Le récit de Livio s'achève avec le 14e Congrès de la QI (1995), où il ressent " un lourd air de désenchantement ", fondé sur la " perception de notre affaiblissement ". Quelques mois plus tard, Ernest Mandel meurt, et Livio lui rend le dernier salut lors des funérailles au cimetière du Père Lachaise. Des problèmes de santé l'empêchent de poursuivre ses Mémoires.

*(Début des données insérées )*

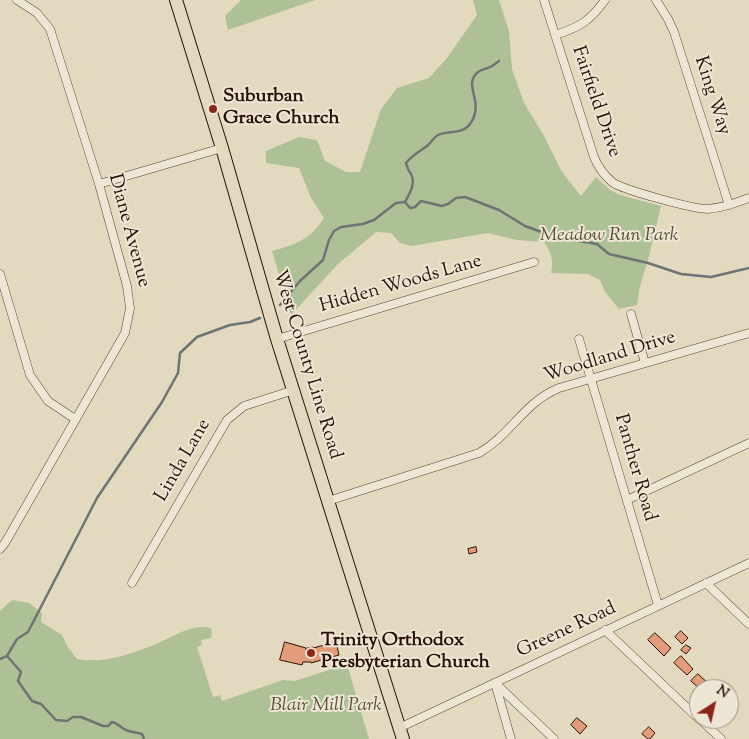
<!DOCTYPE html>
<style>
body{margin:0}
#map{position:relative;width:749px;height:739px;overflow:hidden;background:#e3d9bf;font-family:"Sorts Mill Goudy",serif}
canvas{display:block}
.north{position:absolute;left:689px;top:679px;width:50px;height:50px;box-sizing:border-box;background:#ede6d5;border:1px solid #9f9082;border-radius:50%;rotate:35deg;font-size:14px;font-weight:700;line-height:20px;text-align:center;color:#2a1006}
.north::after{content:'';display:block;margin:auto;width:18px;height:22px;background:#8f2418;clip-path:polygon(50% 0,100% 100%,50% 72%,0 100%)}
</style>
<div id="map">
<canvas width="749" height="739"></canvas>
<div class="north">N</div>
</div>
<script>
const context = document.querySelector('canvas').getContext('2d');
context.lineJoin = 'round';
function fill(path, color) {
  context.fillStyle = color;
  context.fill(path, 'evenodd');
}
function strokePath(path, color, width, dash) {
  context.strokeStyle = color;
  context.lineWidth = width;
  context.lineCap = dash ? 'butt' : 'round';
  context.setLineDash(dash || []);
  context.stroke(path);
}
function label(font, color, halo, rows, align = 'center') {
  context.font = font + ' "Sorts Mill Goudy",serif';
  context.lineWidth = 4;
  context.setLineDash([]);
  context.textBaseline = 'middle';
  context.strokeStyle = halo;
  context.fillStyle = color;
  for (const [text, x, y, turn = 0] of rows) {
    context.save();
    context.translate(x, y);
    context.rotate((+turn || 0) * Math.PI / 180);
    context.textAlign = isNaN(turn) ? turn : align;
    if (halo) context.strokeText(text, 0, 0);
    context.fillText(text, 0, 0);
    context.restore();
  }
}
fill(new Path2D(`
 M241 0H315L228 30 225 16Z
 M473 0H499L509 31 512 69 524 103 544 136 562 172 581 196 596 177 610 190 620 195 661 206 648 260 640 286 637 305 619 309 605 292 600 280 588 274 551 273C554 260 551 253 544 242L517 240 488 233 412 246 400 243 391 233 376 232 338 264 291 315 272 251C295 245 311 239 324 218L311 198 299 168 266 163V151L299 137 317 140 325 161 346 172H360L381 109 397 88 429 78 447 58 477 15Z
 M12 600 29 603 42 613 41 622 62 635 67 646 77 659C103 664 132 654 156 644 173 637 192 623 211 628L212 634 211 638 201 640 202 645 197 647 213 697 220 695 222 701 283 680 295 681 347 664 369 739H0V611Z`), '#aec096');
strokePath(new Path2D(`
 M405 202 410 208 415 207 421 201 442 206 448 204 456 198 465 197 499 210 525 226 555 237 597 244 609 254 648 263 681 274 711 277 749 268
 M280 305 300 281 323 260 329 240 334 231 341 227 363 224 374 220 396 203 405 202C410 193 416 183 411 174 408 170 407 168 406 163 412 155 419 152 427 146 431 143 434 137 438 135 448 130 462 135 470 124 485 103 464 87 476 74 480 69 484 70 490 67 493 66 496 63 499 61
 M7 656 21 672 18 681 32 701 41 704 56 720 67 721 73 717H81L103 726H108L112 722C118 723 119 726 124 729 128 732 136 732 142 734L144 739
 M0 659 7 656 17 639 28 632 97 498 162 402 178 373 180 353 197 337 230 325 250 322 260 318`), '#6d7474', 2.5);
const building = new Path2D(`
 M476 547 477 552 469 554 468 549Z
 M681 631 688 638 682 644 675 637Z
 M655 633 671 648 664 656 648 640Z
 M285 642 306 648V650L308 651 307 648 313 647V648L336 642 339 655 311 663V662H303L302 665 280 660Z
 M686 645 691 648 686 654 681 650Z
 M681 656 693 669 687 675 674 663Z
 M698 674 709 684 704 689H700L691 681Z
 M577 718 587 726 580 734 571 725Z
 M649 727 655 733 650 739H648L642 734Z`);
fill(building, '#e29c79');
strokePath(building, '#2a1006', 1);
const minor = new Path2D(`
 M544 0 594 157C598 167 604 175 612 182 623 190 693 209 708 209 722 208 736 203 749 198
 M656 0 668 19 674 32 729 205
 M555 35C580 27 590 21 605 0
 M99 184 222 148
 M0 274 30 375 48 401 75 419
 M631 314 645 363
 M277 339 534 262
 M579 339 658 605
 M627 500 749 443
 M328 501 479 453C511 435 523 403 559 388L749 333
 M0 549 5 543 125 333 130 308 127 286 99 184 50 29 37 13 17 0
 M132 583 227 420 244 406 294 390
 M706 583 749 624
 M605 630 699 719
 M495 683 554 739
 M495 683 511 739
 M700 719 721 739
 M399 728 749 563`);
const primary = new Path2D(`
 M176 0 222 148 277 339 403 739`);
strokePath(minor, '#584234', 9);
strokePath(primary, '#2a1006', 14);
strokePath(minor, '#ede6d5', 8);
strokePath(primary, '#e3d9bf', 12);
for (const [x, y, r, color] of [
 [213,109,5,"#8f2418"],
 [311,653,5,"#8f2418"]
]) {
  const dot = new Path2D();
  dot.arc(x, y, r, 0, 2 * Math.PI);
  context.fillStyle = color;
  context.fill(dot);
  strokePath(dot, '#ede6d5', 2);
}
label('19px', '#2a1006', '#ede6d5', [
 ["King Way",711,96,72],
 ["Fairfield Drive",595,102,71],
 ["Diane Avenue",128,231,75],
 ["Hidden Woods Lane",401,285,-16],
 ["Woodland Drive",610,358,-17],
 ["West County Line Road",306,365,73],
 ["Linda Lane",184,461,-60],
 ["Panther Road",634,468,74],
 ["Greene Road",567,631,-25]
]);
label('bold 19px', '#2a1006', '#ede6d5', [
 ["Suburban",223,98],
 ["Grace Church",223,120],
 ["Trinity Orthodox",321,642],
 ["Presbyterian Church",321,664]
], 'left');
label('italic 19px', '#584e38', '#ede6d5', [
 ["Meadow Run Park",609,237],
 ["Blair Mill Park",326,707]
]);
</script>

Dans son introduction aux éditions française et anglaise, Penelope Duggan, membre clé de la direction actuelle de la IVe Internationale, décrit brièvement les événements survenus après 1995 et les congrès suivants de IVe Internationale, où un nombre croissant de pays étaient représentés. L'histoire de la IVe Internationale se poursuit et sa présence dans le monde est aujourd'hui plus importante que par le passé. Comme le chantaient les jeunes rebelles en mai 68, “ ce n'est qu'un début, continuons le combat ! ”.

Janvier 2020

Traduit par J-CV pour fourth.international

 

 

 

 

 

 

 

 

 

 

  • 1Au début de la rédaction du livre, Livio a discuté avec moi du plan général. J'ai fait quelques suggestions modestes, dont il a tenu compte.
  • 2Le livre traite de son expérience en tant que dirigeant de la Quatrième Internationale. L'auteur ne dit rien de ses engagements politiques avant 1947.
  • 3Lequenne a quitté la QI avec la majorité française, mais il entra rapidement en conflit avec Pierre Lambert, dont il considérait l'orientation comme profondément négative. Il devient marxiste indépendant et revint quelques années plus tard à la QI.
  • 4Livio note que parmi les latino-américains il y avait un délégué (nom non mentionné dans le livre) du Partido Operario Comunista (POC) du Brésil, qui était en train d'adhérer à la QI. Ce délégué était l'auteur de la présente récension... Le POC, après l'assassinat en 1971, sous la torture, d'un de ses jeunes dirigeants, Luis Eduardo Merlino, a pratiquement disparu.
  • 5Nahuel Moreno publia, sous le pseudonyme excentrique de " Darioush Karim ", un violent pamphlet contre Mandel, sous le titre La dictature révolutionnaire du prolétariat (1979) : dans une sorte de caricature du communisme de guerre civile en URSS, il affirme que la démocratie n'est admissible "que pour le prolétariat industriel et les ouvriers révolutionnaires ".
  • 6En 1978, j'ai été envoyé par la FI au Costa Rica, où vivait Fausto Amador, pour enquêter sur son cas. Il prétendait critiquer le FSLN d'un point de vue " trotskiste ". Mais quelques années auparavant, il avait accepté un poste mineur à l'ambassade (somoziste !) du Nicaragua à Bruxelles. Je lui ai demandé pourquoi il avait accepté un poste aussi honteux, et sa réponse a été : pas pour des raisons politiques, seulement parce que c'était le seul moyen pour mon père (un ami de Somoza) de m'envoyer une voiture en Belgique sans payer d'impôts... Dans mon rapport, j'avais fortement conseillé de ne pas admettre Amador au sein de l'IF. Livio considérant son admission comme "une page sombre de l'histoire de notre mouvement".